*TASK OBJECTIVE*: Across the listing below, how many lines include the word "body"? The answer is that number, with nothing added.

*RECORD SET*:
-=-=-
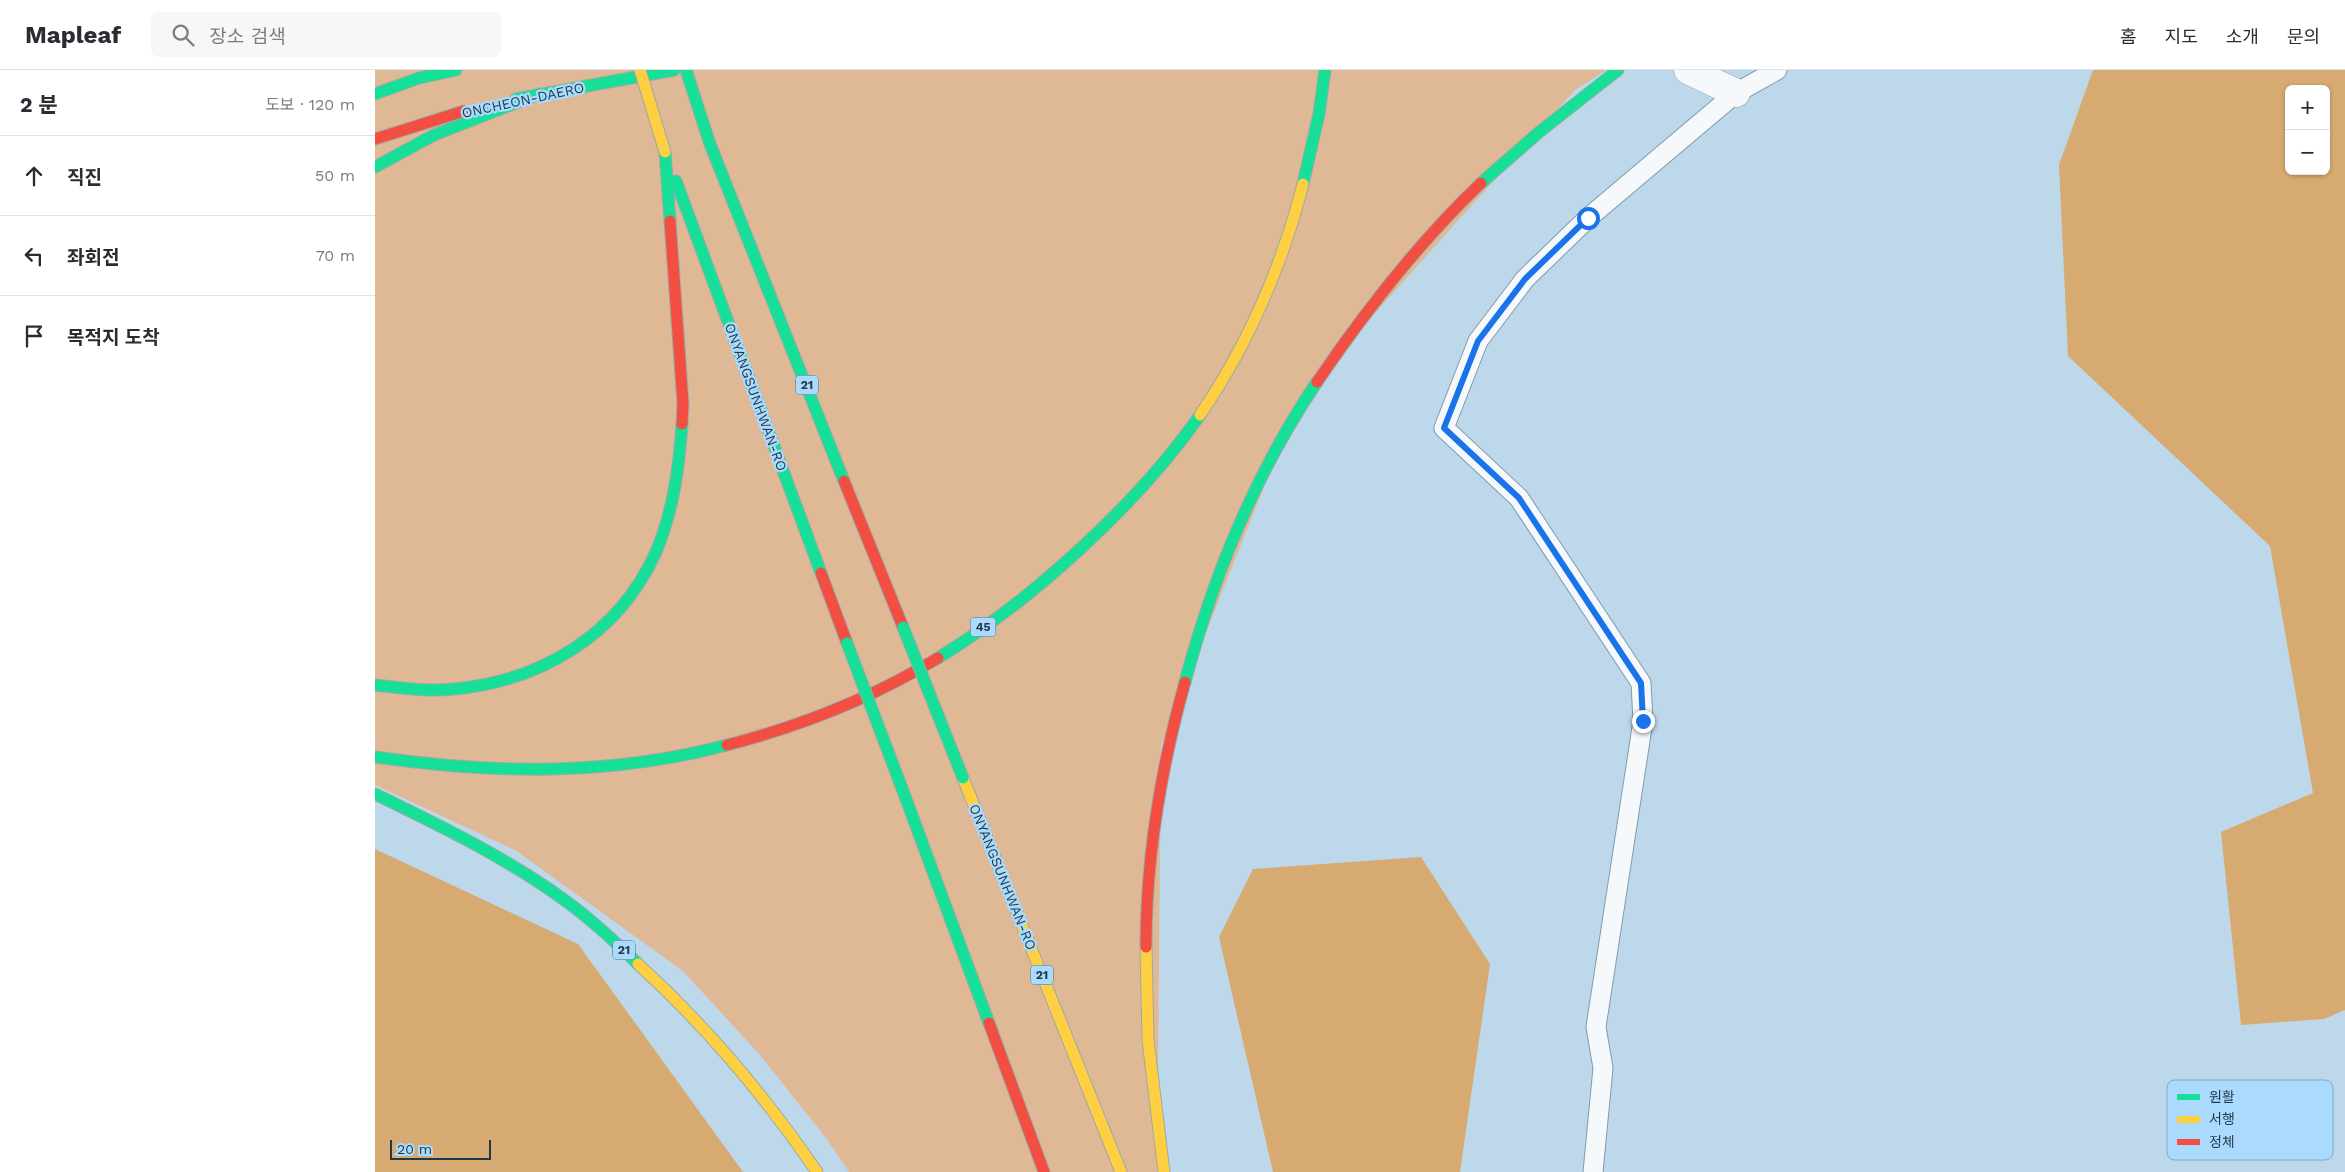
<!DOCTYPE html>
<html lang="ko">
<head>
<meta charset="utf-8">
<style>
	:root { --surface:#fff; --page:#f7f7f7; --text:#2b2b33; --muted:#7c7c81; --line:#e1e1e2 }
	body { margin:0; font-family:"Work Sans","Noto Sans KR",sans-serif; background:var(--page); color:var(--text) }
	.controls { position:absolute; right:15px; top:15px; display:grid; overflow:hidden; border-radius:8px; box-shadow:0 1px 4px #0004 }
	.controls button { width:45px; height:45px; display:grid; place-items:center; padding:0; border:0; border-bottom:1px solid var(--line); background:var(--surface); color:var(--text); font:25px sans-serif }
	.scale { position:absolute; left:15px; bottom:12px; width:101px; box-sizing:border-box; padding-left:5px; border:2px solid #1f384a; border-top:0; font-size:14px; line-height:18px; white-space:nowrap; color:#1f384a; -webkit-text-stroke:4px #aadbfe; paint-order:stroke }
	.stop { position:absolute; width:15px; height:15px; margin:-11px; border:4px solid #1a73e8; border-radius:50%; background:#fff }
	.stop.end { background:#1a73e8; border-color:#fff; box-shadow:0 1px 5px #0008 }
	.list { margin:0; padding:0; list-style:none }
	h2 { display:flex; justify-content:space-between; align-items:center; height:65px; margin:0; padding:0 20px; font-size:21px }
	h2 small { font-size:16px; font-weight:400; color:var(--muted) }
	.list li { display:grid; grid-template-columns:32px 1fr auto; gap:15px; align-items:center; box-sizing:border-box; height:80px; padding:0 20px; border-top:1px solid var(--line) }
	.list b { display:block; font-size:19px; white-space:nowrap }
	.list em { font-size:16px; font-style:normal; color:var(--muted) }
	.icon { flex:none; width:28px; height:28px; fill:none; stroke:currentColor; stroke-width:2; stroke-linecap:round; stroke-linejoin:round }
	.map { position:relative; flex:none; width:1970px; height:1102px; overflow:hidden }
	header { display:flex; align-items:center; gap:30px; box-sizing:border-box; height:70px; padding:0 25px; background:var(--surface); border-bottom:1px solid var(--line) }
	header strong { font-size:24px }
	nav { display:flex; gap:28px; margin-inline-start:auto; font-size:18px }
	.search { width:350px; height:45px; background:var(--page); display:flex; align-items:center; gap:12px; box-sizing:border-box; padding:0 18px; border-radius:8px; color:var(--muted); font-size:19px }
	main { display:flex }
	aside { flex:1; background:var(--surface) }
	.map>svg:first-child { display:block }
</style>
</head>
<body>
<header>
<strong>Mapleaf</strong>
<div class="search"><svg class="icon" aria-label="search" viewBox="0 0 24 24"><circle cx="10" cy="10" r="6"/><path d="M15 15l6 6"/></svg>장소 검색</div>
<nav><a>홈</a><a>지도</a><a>소개</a><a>문의</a></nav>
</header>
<main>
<aside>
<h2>2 분<small>도보 · 120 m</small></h2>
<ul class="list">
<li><svg class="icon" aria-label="ahead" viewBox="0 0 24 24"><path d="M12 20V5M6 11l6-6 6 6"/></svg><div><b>직진</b></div><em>50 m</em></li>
<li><svg class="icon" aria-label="left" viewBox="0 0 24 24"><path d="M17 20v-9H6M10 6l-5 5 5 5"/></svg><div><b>좌회전</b></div><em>70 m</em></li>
<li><svg class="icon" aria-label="arrive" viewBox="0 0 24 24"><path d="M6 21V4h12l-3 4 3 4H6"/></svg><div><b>목적지 도착</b></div></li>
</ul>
</aside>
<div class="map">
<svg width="1970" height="1102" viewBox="0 0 1970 1102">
	<rect width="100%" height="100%" fill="#bdd8eb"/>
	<path fill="#dfb995" d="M 0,0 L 1231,0 L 1200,20 L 925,327 L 786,675 L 782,1102 L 474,1102 L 451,1068 L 385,985 L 308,901 L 140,780 L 0,715 Z"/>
	<g fill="#d6aa71" fill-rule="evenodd">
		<path d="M 1718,0 L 1970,0 L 1970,940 L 1949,949 L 1866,955 L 1846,762 L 1938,723 L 1895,476 L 1693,286 L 1684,95 ZM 1914,19 L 1951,19 L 1951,101 L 1914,101 Z"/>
		<path d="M 0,779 L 203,874 L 368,1102 L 0,1102 Z"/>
		<path d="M 1046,787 L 1115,894 L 1085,1102 L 898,1102 L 844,867 L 878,799 Z"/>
	</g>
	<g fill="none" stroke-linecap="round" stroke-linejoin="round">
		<g stroke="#829aaa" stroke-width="21">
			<path id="lane" d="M 1218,1102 L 1228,998 L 1221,957 L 1268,651 L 1266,613 L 1144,428 L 1069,358 L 1103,271 L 1150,209 L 1213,148 L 1361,23 L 1402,0"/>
		</g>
		<g stroke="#829aaa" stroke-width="29">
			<path id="street" d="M 1313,0 L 1361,23"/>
		</g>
		<g stroke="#9aaaa7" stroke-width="13">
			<g id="fast">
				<path d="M 311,0 L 335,74 L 469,411"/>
				<path d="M 0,24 L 44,8 L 81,0"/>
				<path d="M 141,29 L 299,0"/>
				<path d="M 290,82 L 295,151"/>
				<path d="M 0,97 L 59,65 L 164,24"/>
				<path d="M 301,111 L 446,503"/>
				<path d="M 1106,113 L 1163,63 L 1243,0"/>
				<path d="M 928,114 L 944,44 L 950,0"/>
				<path d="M 563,588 C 655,532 763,434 825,345"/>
				<path d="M 810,612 C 838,507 881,402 942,312"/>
				<path d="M 0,615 C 26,618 53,622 79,619 C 166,611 243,565 280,484 C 298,443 304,398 307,354"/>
				<path d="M 0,687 C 118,704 236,706 352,675"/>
				<path d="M 0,724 C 64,755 130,787 188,829 C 215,848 239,871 263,894"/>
				<path d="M 531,729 L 614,953"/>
			</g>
		</g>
		<g stroke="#9aaaa7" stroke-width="13">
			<g id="slow">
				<path d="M 825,345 C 872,276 907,196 928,114"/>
				<path d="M 588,708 L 746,1102"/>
				<path d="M 771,877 L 773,970 L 789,1102"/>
				<path d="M 263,894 C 331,956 390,1026 442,1102"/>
			</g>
		</g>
		<g stroke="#9aaaa7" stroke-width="13">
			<g id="jam">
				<path d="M 0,69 L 89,41"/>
				<path d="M 295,151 L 308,334 L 307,354"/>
				<path d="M 942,312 C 991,240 1043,173 1106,113"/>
				<path d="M 469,411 L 528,557"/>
				<path d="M 446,503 L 472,573"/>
				<path d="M 352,675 C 426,656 497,628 563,588"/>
				<path d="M 771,877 C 771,788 786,698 810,612"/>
				<path d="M 614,953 L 669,1102"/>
			</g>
		</g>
		<use href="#lane" stroke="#f5f9fc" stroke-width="19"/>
		<use href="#street" stroke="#f5f9fc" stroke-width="28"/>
		<use href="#fast" stroke="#16e098" stroke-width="11"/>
		<use href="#slow" stroke="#ffcf43" stroke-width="11"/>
		<use href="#jam" stroke="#f24e42" stroke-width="11"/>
		<g stroke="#9aaaa7" stroke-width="13" stroke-linecap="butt">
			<g id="fast-bridge">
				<path d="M 528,557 L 588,708"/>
				<path d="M 472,573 L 531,729"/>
			</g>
		</g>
		<g stroke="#9aaaa7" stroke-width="13" stroke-linecap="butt">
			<path id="slow-bridge" d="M 265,0 L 290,82"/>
		</g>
		<use href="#fast-bridge" stroke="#16e098" stroke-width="11"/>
		<use href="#slow-bridge" stroke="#ffcf43" stroke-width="11"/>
	</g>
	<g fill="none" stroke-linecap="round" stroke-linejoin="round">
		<path stroke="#1a73e8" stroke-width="6" d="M 1213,148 L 1150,209 L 1103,271 L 1069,358 L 1144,428 L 1266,613 L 1268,651"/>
	</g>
	<g text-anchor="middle" stroke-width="4.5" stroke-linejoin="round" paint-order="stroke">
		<g fill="#aadbfe" stroke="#496980" stroke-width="1">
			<rect x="421" y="305.5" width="22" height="19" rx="4"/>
			<rect x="595.5" y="547.5" width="25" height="19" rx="4"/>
			<rect x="238" y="870.5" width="22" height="19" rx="4"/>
			<rect x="656" y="895.5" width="22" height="19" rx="4"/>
		</g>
		<g font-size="12" font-weight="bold" fill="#1f384a">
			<text x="432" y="319">21</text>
			<text x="608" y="561">45</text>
			<text x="249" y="884">21</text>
			<text x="667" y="909">21</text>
		</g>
		<g font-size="14" fill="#1f384a" stroke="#aadbfe">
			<text transform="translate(148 30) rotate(-12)" y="5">ONCHEON-DAERO</text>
			<text transform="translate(381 327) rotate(70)" y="5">ONYANGSUNHWAN-RO</text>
			<text transform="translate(628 807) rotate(68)" y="5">ONYANGSUNHWAN-RO</text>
		</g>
	</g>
	<rect x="1792" y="1010" width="166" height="80" rx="8" fill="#aadbfe" stroke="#80aac8" stroke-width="1"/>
	<rect x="1802" y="1024" width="23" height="6" fill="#16e098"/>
	<rect x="1802" y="1046" width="23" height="7" fill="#ffcf43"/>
	<rect x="1802" y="1069" width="23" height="6" fill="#f24e42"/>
	<g font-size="14" fill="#1f384a">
		<text x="1834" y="1032">원활</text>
		<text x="1834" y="1054">서행</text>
		<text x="1834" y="1077">정체</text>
	</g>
</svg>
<div class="controls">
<button>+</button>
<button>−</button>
</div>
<div class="scale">20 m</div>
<div class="stop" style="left:1213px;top:148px"></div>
<div class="stop end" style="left:1268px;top:651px"></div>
</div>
</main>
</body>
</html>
-=-=-
*PROBLEM SOLUTION*: 3